Collected data entries
- - -
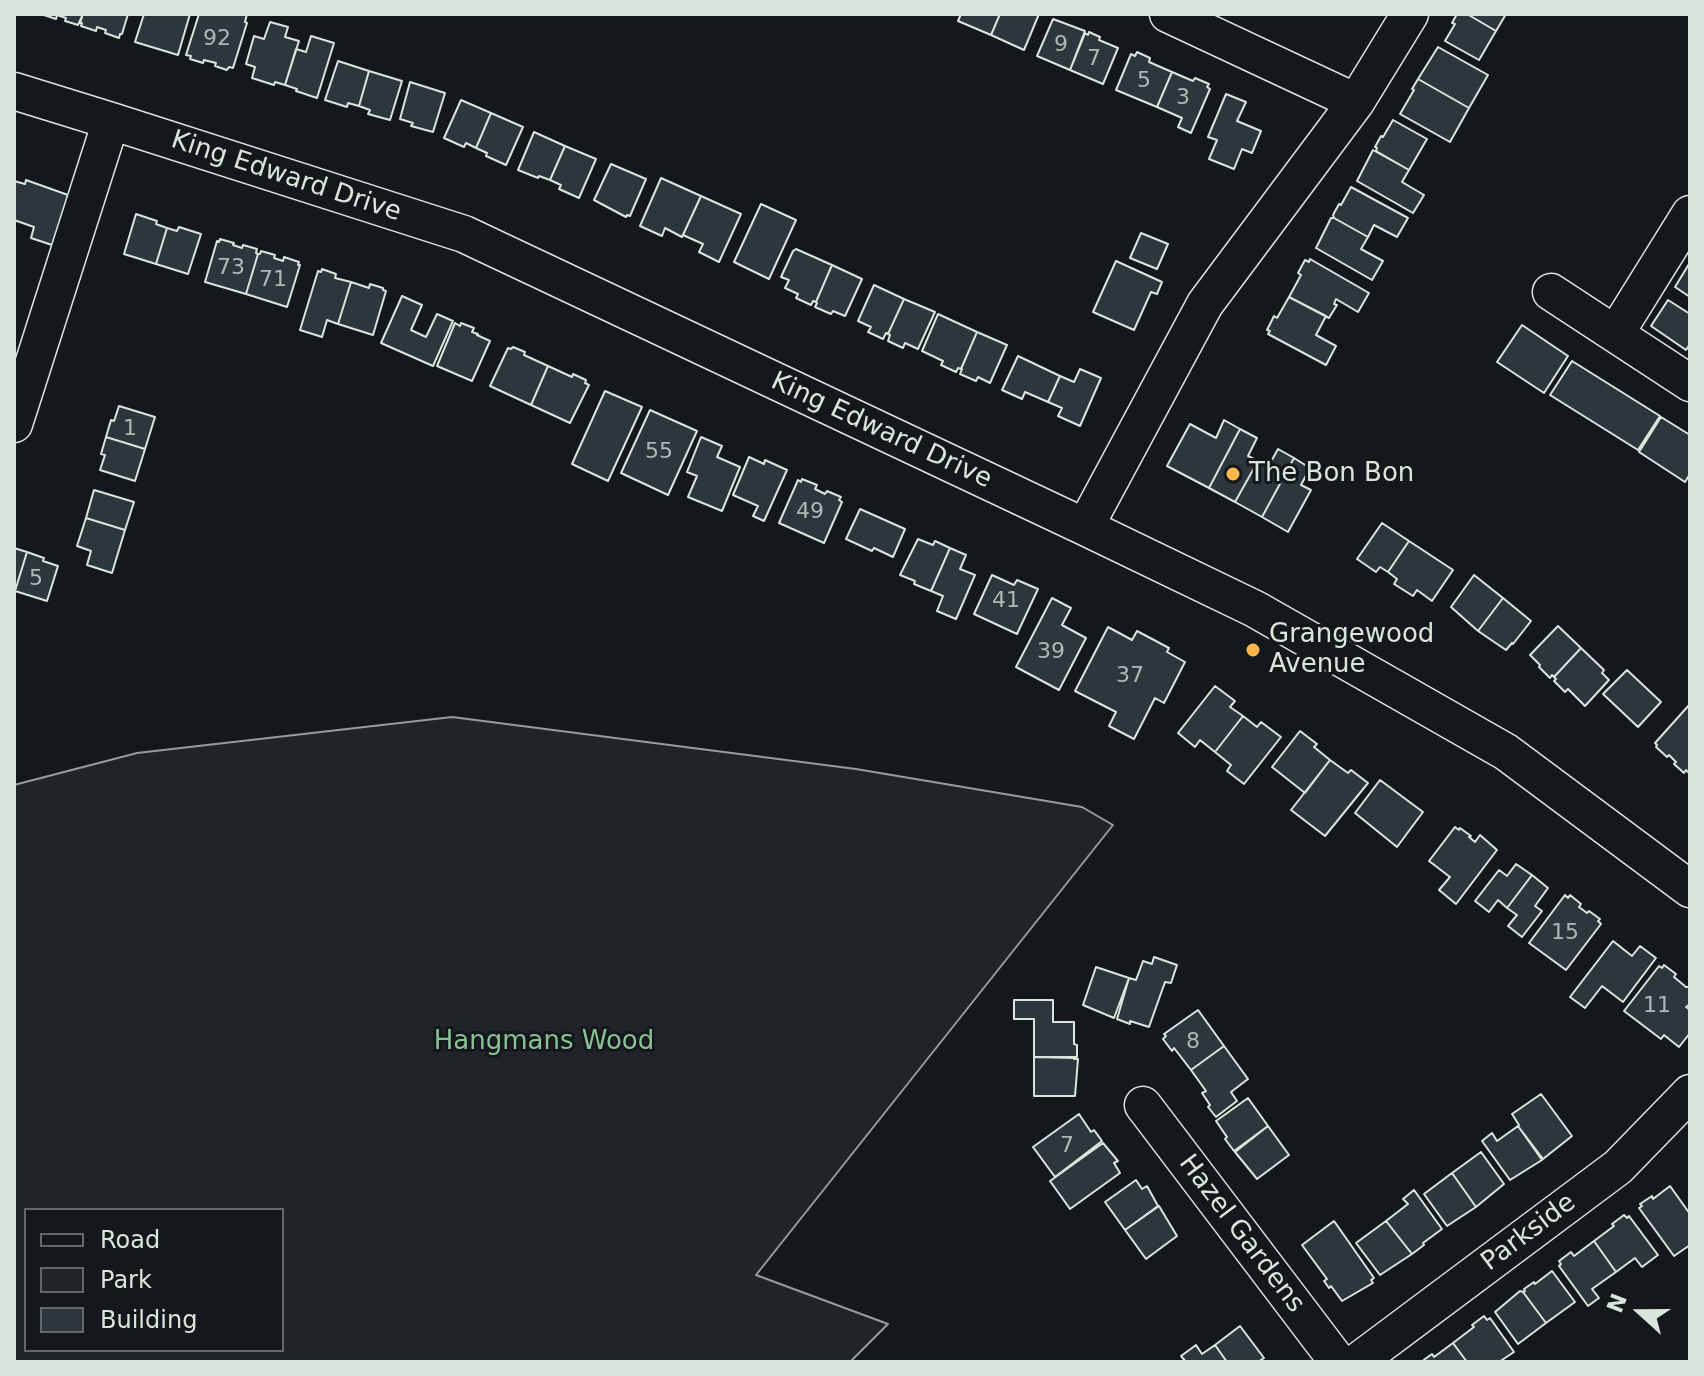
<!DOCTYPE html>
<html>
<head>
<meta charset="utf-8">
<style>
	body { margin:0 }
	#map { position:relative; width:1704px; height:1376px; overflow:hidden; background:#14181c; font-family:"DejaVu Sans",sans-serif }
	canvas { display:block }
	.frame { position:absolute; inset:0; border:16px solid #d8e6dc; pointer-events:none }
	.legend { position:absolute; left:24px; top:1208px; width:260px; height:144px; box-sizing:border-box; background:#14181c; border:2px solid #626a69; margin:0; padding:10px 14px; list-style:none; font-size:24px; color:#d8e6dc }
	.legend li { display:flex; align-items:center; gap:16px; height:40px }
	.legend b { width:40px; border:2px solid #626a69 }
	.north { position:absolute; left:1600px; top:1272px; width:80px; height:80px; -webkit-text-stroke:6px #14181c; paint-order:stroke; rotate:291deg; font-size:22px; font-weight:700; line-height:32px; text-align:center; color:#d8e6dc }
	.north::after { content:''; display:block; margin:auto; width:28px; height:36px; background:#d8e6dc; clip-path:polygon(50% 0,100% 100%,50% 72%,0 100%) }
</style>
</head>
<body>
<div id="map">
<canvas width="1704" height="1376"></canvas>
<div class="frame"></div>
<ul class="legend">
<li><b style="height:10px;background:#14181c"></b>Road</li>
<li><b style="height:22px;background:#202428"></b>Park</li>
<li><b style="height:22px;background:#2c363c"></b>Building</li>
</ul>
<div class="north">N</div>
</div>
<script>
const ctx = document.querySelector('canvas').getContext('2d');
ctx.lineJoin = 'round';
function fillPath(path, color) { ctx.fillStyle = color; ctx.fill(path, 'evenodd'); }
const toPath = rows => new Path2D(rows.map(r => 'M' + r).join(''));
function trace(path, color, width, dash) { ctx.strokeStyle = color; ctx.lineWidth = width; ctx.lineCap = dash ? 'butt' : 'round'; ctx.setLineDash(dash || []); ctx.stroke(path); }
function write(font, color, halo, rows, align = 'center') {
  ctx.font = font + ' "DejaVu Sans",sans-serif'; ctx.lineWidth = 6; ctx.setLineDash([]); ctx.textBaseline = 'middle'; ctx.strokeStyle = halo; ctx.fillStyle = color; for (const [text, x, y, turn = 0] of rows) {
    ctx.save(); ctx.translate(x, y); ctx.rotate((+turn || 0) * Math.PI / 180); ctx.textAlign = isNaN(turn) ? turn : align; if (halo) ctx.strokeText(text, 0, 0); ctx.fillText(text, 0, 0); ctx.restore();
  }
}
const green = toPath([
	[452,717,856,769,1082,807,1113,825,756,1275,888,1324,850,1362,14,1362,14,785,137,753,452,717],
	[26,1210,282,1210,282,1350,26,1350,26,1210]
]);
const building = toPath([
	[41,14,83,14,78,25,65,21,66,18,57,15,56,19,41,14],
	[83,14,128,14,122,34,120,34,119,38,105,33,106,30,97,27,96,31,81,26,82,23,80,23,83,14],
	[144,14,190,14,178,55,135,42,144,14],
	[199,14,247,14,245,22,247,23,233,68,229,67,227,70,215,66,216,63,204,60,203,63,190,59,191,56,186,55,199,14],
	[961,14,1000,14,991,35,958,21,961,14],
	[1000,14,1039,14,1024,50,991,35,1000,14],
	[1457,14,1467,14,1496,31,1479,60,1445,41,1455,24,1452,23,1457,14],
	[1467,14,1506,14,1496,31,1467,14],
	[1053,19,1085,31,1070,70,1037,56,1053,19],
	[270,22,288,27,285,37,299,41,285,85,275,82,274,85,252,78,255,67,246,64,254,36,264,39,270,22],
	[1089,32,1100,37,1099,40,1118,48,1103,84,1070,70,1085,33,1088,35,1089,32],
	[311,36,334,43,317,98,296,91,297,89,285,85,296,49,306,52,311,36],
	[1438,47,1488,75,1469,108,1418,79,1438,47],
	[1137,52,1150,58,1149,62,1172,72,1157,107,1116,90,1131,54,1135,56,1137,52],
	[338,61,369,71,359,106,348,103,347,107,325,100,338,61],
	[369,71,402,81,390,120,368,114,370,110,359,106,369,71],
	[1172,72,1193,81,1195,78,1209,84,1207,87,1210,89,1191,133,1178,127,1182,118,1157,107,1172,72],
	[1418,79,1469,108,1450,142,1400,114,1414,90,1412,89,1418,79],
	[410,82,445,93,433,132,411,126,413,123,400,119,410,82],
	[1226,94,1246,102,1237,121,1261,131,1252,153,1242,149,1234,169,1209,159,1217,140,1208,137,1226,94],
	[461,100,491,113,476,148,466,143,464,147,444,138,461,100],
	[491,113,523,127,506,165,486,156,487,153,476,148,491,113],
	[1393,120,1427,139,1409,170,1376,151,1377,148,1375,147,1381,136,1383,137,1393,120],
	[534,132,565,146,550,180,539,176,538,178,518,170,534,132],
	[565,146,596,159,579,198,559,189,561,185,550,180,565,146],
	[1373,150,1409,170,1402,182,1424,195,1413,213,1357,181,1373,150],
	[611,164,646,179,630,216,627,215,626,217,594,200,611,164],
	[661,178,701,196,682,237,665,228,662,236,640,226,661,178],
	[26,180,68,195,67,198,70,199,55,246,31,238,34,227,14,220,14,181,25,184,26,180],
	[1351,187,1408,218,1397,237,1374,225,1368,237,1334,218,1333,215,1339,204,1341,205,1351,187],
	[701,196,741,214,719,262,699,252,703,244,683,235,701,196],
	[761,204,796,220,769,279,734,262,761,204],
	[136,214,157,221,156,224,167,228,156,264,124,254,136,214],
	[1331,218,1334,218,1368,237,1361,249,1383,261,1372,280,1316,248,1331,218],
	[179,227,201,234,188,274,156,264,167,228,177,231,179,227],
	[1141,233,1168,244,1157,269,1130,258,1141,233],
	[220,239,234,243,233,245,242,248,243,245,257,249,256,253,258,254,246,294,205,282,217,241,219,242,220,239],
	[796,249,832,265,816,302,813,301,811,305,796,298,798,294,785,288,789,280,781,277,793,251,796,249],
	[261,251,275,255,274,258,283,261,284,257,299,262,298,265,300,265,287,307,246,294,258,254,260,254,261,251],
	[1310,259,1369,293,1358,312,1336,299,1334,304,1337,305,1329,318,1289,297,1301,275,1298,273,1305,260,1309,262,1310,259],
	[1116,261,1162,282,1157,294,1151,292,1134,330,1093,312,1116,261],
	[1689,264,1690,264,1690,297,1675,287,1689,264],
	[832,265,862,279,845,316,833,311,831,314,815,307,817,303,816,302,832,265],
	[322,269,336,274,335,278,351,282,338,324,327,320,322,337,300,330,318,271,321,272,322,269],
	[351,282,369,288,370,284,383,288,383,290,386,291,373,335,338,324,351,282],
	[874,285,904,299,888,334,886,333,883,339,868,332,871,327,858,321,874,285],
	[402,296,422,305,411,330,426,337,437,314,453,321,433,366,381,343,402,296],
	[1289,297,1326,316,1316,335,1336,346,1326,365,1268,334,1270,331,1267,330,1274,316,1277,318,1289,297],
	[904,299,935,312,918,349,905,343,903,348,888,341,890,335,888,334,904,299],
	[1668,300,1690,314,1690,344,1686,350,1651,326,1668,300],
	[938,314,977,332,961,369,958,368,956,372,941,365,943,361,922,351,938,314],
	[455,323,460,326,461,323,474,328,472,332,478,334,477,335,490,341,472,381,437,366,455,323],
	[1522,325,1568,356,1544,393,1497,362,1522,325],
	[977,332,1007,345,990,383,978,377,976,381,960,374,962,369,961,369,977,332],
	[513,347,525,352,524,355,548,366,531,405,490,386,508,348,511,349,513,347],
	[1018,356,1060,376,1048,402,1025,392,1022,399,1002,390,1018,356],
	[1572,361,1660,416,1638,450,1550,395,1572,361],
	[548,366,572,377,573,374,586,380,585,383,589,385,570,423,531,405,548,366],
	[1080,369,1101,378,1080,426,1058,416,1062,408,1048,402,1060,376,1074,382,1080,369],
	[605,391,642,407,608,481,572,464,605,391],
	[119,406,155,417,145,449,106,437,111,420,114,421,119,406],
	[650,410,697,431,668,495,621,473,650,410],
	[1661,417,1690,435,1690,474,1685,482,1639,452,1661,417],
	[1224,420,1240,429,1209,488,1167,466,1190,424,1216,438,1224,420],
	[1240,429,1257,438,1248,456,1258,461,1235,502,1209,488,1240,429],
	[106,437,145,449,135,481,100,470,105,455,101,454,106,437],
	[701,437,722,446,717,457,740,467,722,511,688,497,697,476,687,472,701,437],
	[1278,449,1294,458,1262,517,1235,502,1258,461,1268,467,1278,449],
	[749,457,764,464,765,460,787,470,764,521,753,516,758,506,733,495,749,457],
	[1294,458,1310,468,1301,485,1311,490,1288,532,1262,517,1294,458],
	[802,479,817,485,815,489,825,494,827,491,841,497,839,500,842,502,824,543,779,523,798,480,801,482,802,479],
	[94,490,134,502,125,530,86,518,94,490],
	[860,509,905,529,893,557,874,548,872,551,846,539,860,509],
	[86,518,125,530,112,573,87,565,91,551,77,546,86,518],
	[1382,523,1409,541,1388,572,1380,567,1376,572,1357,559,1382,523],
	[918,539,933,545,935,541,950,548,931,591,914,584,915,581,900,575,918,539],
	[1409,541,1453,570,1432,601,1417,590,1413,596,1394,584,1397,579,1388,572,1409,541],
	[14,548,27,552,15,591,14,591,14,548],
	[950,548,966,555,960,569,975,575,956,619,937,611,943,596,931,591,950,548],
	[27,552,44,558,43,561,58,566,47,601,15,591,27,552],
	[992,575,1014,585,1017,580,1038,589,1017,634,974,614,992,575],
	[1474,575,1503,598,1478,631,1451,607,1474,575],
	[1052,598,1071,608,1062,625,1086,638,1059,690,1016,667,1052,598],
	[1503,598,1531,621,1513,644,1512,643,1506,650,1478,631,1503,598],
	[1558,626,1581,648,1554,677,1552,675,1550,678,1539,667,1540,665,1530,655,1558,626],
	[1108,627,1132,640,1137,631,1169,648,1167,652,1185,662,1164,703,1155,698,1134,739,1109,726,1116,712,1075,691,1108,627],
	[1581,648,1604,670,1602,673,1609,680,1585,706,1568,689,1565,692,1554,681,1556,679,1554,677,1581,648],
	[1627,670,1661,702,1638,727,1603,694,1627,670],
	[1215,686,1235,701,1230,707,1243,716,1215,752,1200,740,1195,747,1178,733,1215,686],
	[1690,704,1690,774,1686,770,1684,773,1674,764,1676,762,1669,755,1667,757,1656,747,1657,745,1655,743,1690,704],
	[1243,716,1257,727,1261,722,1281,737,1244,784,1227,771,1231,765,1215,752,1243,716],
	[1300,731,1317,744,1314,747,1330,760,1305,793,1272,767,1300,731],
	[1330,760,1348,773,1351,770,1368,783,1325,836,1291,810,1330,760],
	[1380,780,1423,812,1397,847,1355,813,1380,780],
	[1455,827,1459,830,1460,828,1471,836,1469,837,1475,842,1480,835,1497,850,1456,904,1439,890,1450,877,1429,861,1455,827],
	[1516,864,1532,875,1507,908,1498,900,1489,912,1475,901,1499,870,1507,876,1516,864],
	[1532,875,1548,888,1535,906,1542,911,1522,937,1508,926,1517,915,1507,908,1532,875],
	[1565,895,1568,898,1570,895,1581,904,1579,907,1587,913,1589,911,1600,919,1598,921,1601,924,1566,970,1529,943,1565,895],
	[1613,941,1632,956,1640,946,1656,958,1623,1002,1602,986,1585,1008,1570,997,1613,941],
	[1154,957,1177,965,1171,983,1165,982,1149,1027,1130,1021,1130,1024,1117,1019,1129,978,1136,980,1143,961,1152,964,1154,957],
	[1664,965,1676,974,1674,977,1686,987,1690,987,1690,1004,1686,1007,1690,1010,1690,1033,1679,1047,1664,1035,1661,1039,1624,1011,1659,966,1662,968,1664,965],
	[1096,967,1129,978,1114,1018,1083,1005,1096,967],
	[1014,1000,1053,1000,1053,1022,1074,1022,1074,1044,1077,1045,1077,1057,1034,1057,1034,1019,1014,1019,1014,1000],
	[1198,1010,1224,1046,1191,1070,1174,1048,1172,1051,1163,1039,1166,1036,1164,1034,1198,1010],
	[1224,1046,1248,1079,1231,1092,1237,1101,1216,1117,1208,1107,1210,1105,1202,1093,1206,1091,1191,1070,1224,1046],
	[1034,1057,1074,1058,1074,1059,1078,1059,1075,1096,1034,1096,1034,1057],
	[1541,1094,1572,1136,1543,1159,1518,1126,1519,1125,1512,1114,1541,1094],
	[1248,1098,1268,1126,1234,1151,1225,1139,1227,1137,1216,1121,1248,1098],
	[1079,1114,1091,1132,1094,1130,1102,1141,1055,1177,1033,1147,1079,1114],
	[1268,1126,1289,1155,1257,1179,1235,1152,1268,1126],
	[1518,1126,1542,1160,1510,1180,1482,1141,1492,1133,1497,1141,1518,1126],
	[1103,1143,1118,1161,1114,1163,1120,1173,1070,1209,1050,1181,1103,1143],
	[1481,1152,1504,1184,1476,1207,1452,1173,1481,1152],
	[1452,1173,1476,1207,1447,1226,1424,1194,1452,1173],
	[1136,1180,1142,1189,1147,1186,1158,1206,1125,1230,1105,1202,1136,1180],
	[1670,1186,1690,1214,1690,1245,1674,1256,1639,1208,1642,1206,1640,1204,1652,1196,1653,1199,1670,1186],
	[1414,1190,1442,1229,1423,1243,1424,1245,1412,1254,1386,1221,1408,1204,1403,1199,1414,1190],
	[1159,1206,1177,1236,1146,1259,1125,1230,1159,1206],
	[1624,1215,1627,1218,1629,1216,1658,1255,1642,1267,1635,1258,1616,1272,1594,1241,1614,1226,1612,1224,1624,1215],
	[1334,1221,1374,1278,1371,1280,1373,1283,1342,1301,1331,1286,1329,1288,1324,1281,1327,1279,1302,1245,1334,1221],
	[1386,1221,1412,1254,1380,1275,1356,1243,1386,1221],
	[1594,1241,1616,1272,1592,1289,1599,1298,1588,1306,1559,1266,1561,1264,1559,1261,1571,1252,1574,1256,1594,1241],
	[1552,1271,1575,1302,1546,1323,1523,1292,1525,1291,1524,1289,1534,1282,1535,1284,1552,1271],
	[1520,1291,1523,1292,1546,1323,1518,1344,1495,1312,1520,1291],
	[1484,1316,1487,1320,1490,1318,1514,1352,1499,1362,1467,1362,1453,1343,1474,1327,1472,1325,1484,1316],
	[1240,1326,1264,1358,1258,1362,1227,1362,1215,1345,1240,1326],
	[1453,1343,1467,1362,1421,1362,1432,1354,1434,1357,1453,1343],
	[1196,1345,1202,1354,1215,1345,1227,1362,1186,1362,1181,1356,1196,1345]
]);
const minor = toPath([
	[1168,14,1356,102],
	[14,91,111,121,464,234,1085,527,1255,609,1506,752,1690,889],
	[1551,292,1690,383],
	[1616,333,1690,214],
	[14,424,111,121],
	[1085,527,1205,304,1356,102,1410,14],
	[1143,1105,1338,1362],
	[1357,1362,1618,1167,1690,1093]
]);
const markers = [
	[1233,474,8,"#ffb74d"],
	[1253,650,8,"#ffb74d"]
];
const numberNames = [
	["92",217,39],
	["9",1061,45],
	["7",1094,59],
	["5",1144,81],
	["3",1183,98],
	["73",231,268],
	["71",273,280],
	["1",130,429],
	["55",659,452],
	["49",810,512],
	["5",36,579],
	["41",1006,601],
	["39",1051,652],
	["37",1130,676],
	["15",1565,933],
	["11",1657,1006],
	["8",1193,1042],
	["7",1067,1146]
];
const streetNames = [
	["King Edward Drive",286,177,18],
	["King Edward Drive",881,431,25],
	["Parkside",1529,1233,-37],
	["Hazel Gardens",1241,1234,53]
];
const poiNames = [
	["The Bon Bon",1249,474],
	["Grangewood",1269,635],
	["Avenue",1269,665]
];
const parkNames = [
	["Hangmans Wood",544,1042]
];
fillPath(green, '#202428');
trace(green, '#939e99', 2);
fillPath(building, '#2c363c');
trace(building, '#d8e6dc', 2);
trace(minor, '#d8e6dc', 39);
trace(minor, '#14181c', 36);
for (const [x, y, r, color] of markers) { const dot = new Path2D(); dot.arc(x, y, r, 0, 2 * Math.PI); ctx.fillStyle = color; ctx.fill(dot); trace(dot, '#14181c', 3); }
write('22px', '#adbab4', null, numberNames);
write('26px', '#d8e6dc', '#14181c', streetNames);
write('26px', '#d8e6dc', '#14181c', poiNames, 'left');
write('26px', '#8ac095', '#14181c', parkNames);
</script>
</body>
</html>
- - -
Task goal ▸ Nothing should appear in the answer except the lines above from the line with "display:flex; align-items:center; gap:16px;" through the line with "const toPath = rows", both included, written out exactly.

Solution ▸
	.legend li { display:flex; align-items:center; gap:16px; height:40px }
	.legend b { width:40px; border:2px solid #626a69 }
	.north { position:absolute; left:1600px; top:1272px; width:80px; height:80px; -webkit-text-stroke:6px #14181c; paint-order:stroke; rotate:291deg; font-size:22px; font-weight:700; line-height:32px; text-align:center; color:#d8e6dc }
	.north::after { content:''; display:block; margin:auto; width:28px; height:36px; background:#d8e6dc; clip-path:polygon(50% 0,100% 100%,50% 72%,0 100%) }
</style>
</head>
<body>
<div id="map">
<canvas width="1704" height="1376"></canvas>
<div class="frame"></div>
<ul class="legend">
<li><b style="height:10px;background:#14181c"></b>Road</li>
<li><b style="height:22px;background:#202428"></b>Park</li>
<li><b style="height:22px;background:#2c363c"></b>Building</li>
</ul>
<div class="north">N</div>
</div>
<script>
const ctx = document.querySelector('canvas').getContext('2d');
ctx.lineJoin = 'round';
function fillPath(path, color) { ctx.fillStyle = color; ctx.fill(path, 'evenodd'); }
const toPath = rows => new Path2D(rows.map(r => 'M' + r).join(''));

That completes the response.